Javi claims, even to himself – who is a skeptical critic – that he remembers the notes he was taking that day at the table, while his brother and the others in the group spoke of guerillas and the proletariat.
Javi, deaf to the world outside the words on the notebooks before him, was preparing an essay about the ideas of love in the courtly centuries of kings and queens: how the things we want in a love now – an intellectual and emotional friend, a sexual mate, a social-contract partner – were never back then expected to be in just one person. Women, in courtly days, were not allowed to know of current events or history, or even learn to read, and so how could they ever be a friend?
Javi claims he remembers that was what he was writing about that day because of what would come next. He remembers writing about how in olden romance times women were the ones who could not be mental or even emotional equals, and were kept around to fulfill a certain cutely feminine role. He might only think he remembers because later – after the move to America, and the classrooms – he would ask if the opposite was now true.
If the mental and the emotional were now culturally the realm of women, and men were not expected to understand those things – really understand them – but were kept around to fulfill a brusquely masculine role, the condescending and patronizing “my woman” replaced with a smiling, head-shaking, “my man.” The question he now asked in classrooms being whether, in love, we ever got away from fragmenting roles at all.
He also claims to remember seeing her inside the cafe, even before he left: the raven-haired woman. She was at a table in the corner, and anyone would have noticed her, because she was so pretty although, far from handsome, he only noticed in a casually spectatorial way. She wore a black button-up blouse that strongly accented the ink-black darkness of her hair, an almost reflective darkness, even though most of it was under a simple beret type hat.
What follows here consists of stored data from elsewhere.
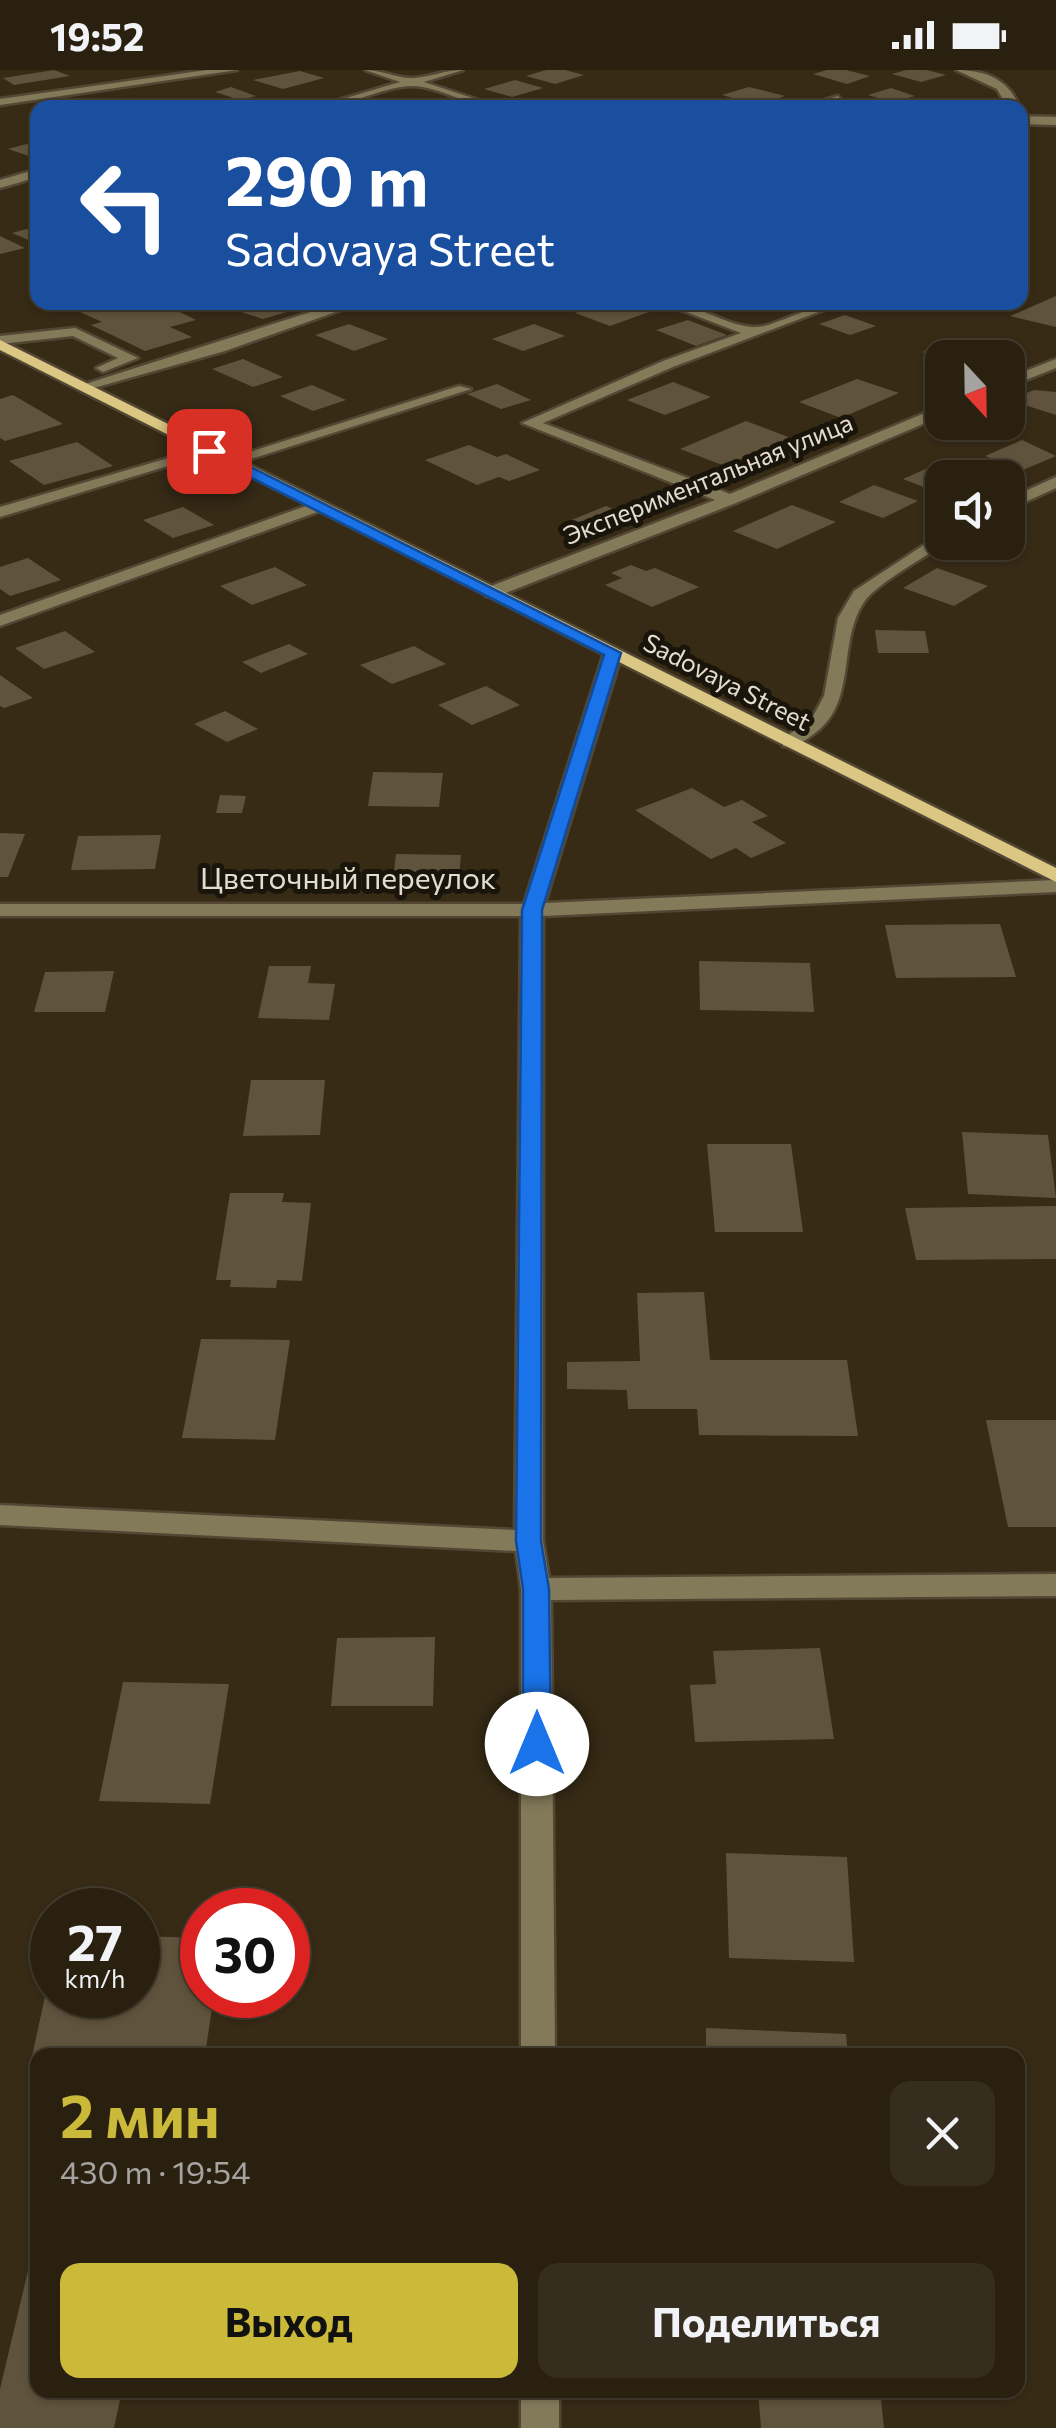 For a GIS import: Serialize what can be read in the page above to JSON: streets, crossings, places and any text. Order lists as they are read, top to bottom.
{
  "streets": {
    "main road": ["Sadovaya Street"],
    "street": ["Экспериментальная улица", "Цветочный переулок"]
  },
  "crossings": [
    ["Экспериментальная улица", "Sadovaya Street"]
  ],
  "north": "bottom",
  "page": {
    "status": "19:52",
    "turn": ["290 m", "Sadovaya Street"],
    "speed": "27 km/h",
    "limit": "30",
    "heading": ["2 мин", "430 m · 19:54"],
    "buttons": ["Выход", "Поделиться"]
  }
}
She was the same Ladino color and shape as everyone else but sitting across from her was a white blonde man who looked to be mid-30s in khakis, a tourist-y button shirt with what might have been a mysterious holster-like bulge around his left shoulder, and dark sunglasses – although maybe he wasn’t wearing that; maybe Javi remembers that almost cliched ensemble in retrospect, because of what he found out later. Who can know for sure?
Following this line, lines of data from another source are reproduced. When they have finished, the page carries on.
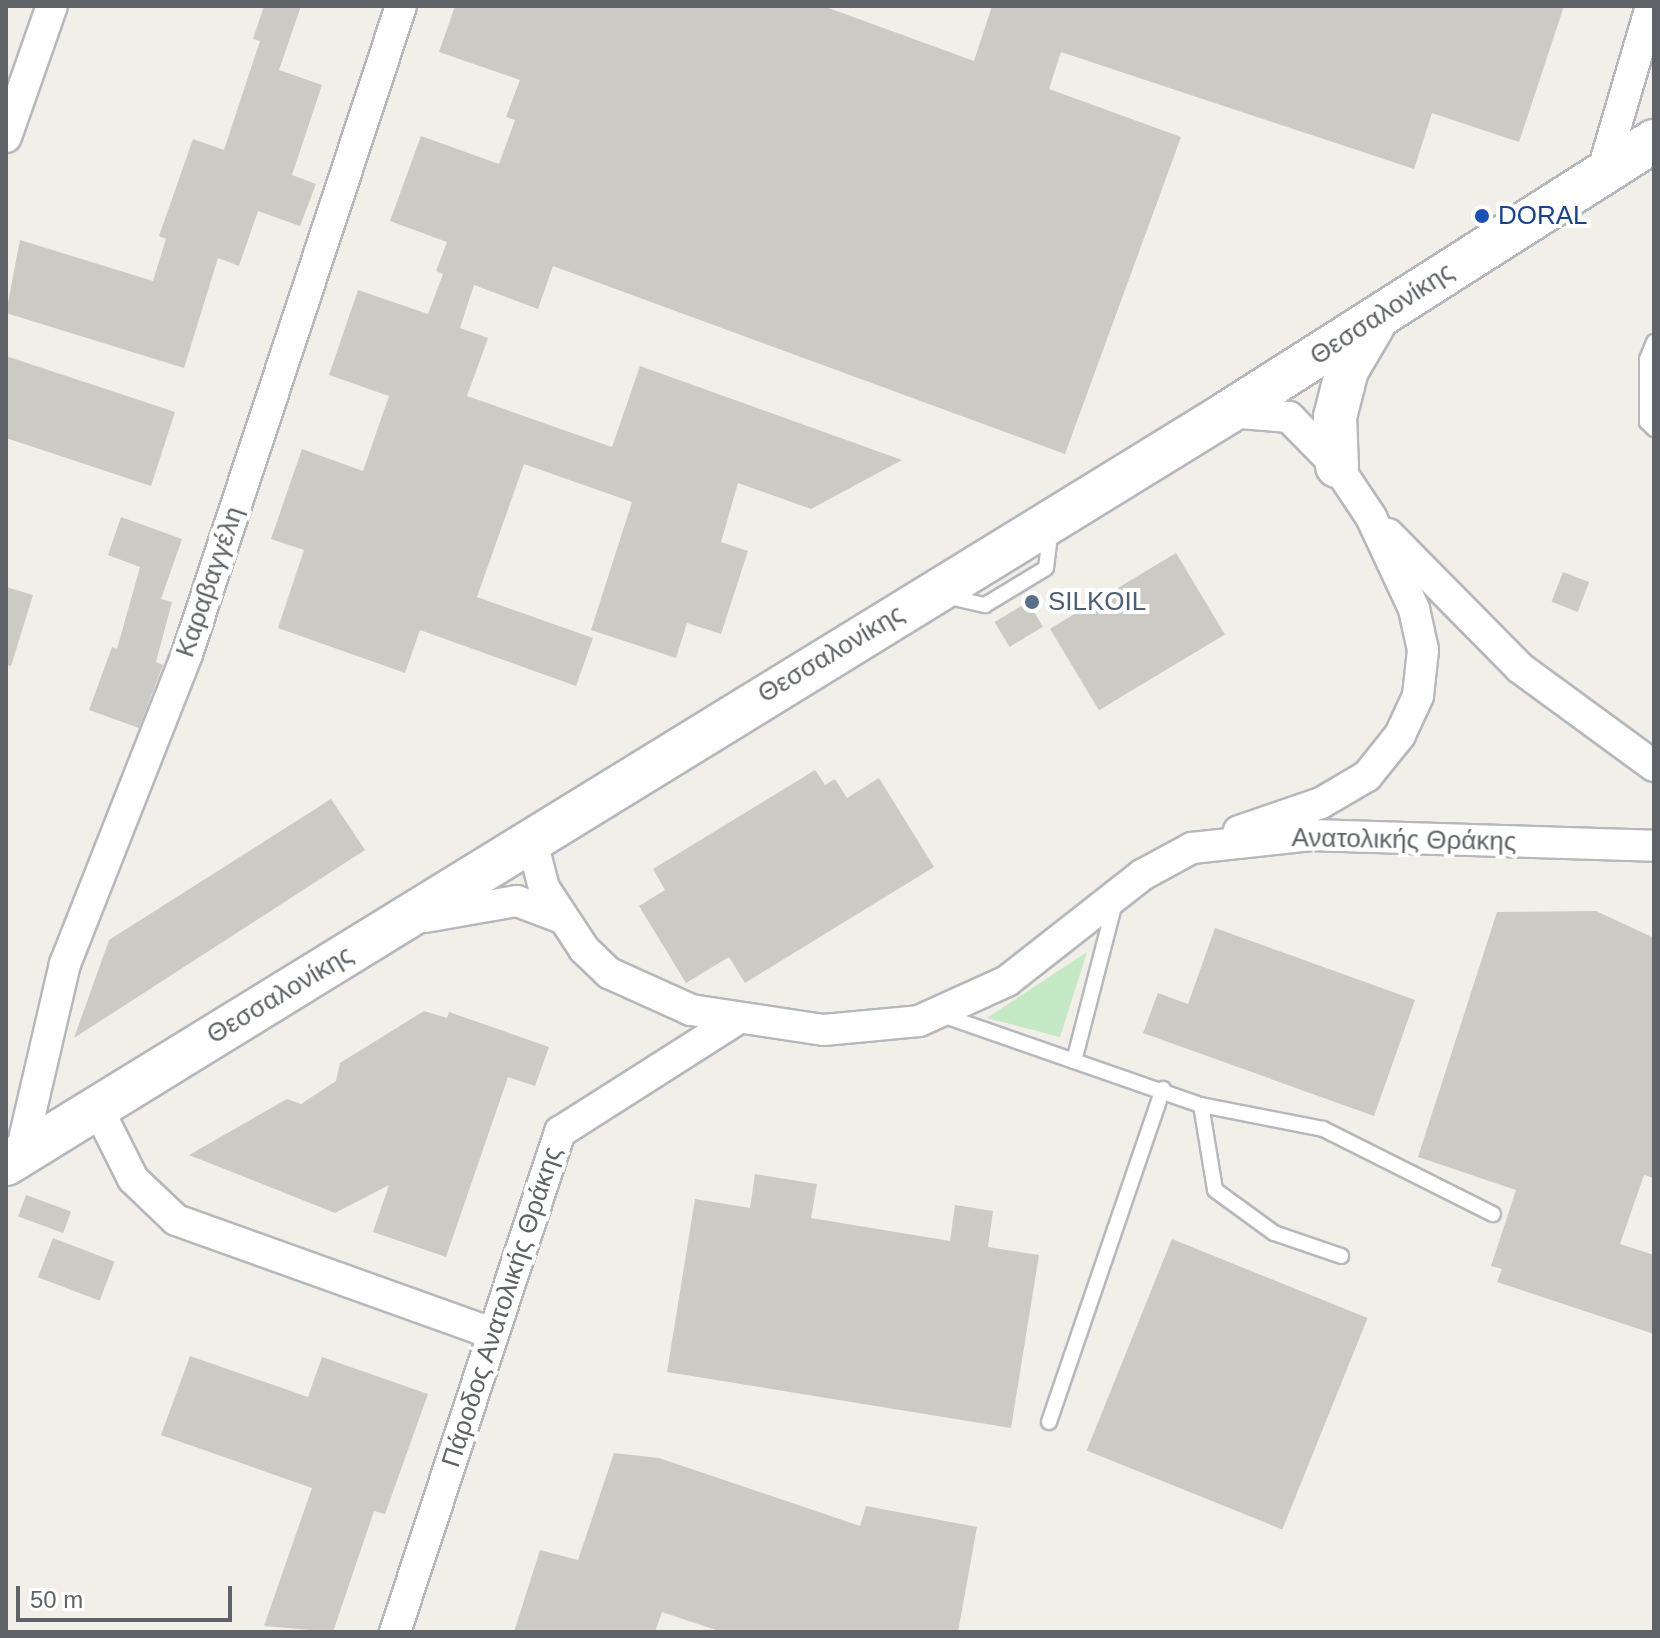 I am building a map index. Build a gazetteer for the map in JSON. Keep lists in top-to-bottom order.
{
  "streets": {
    "main road": ["Θεσσαλονίκης"],
    "street": ["Καραβαγγέλη", "Ανατολικής Θράκης", "Πάροδος Ανατολικής Θράκης"]
  },
  "crossings": [
    ["Θεσσαλονίκης", "Καραβαγγέλη"],
    ["Θεσσαλονίκης", "Ανατολικής Θράκης"],
    ["Ανατολικής Θράκης", "Πάροδος Ανατολικής Θράκης"]
  ],
  "places": ["DORAL", "SILKOIL"],
  "scale_bar": "50 m"
} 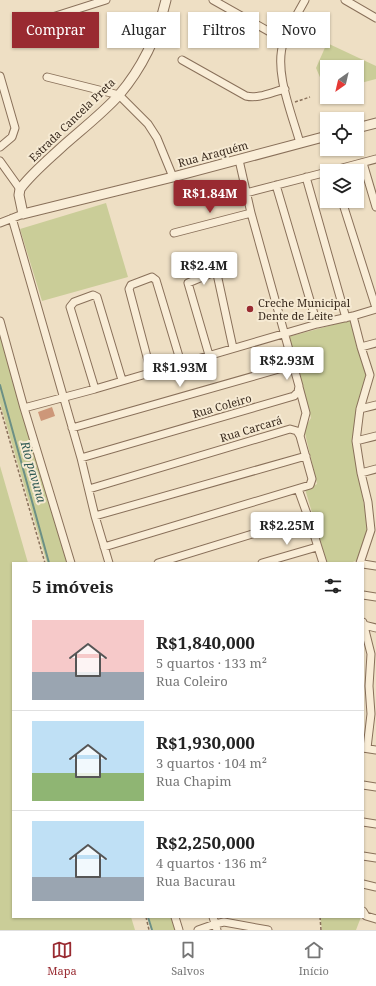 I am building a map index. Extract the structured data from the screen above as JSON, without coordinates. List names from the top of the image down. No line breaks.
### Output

Either way, he was so involved in his writing that he doesn’t really remember when Adrian and Corina and Ismael and the other guys all leave. He’s pretty sure Adrian tries a few times to tell him he should really leave with them, but Javi is so engrossed, and knows too well how even a walk-home interval can lose a day’s worth of ideas, that he waves them off and sits there, and writes, and writes, as the windows darken and the lamps overhead gradually become the only light.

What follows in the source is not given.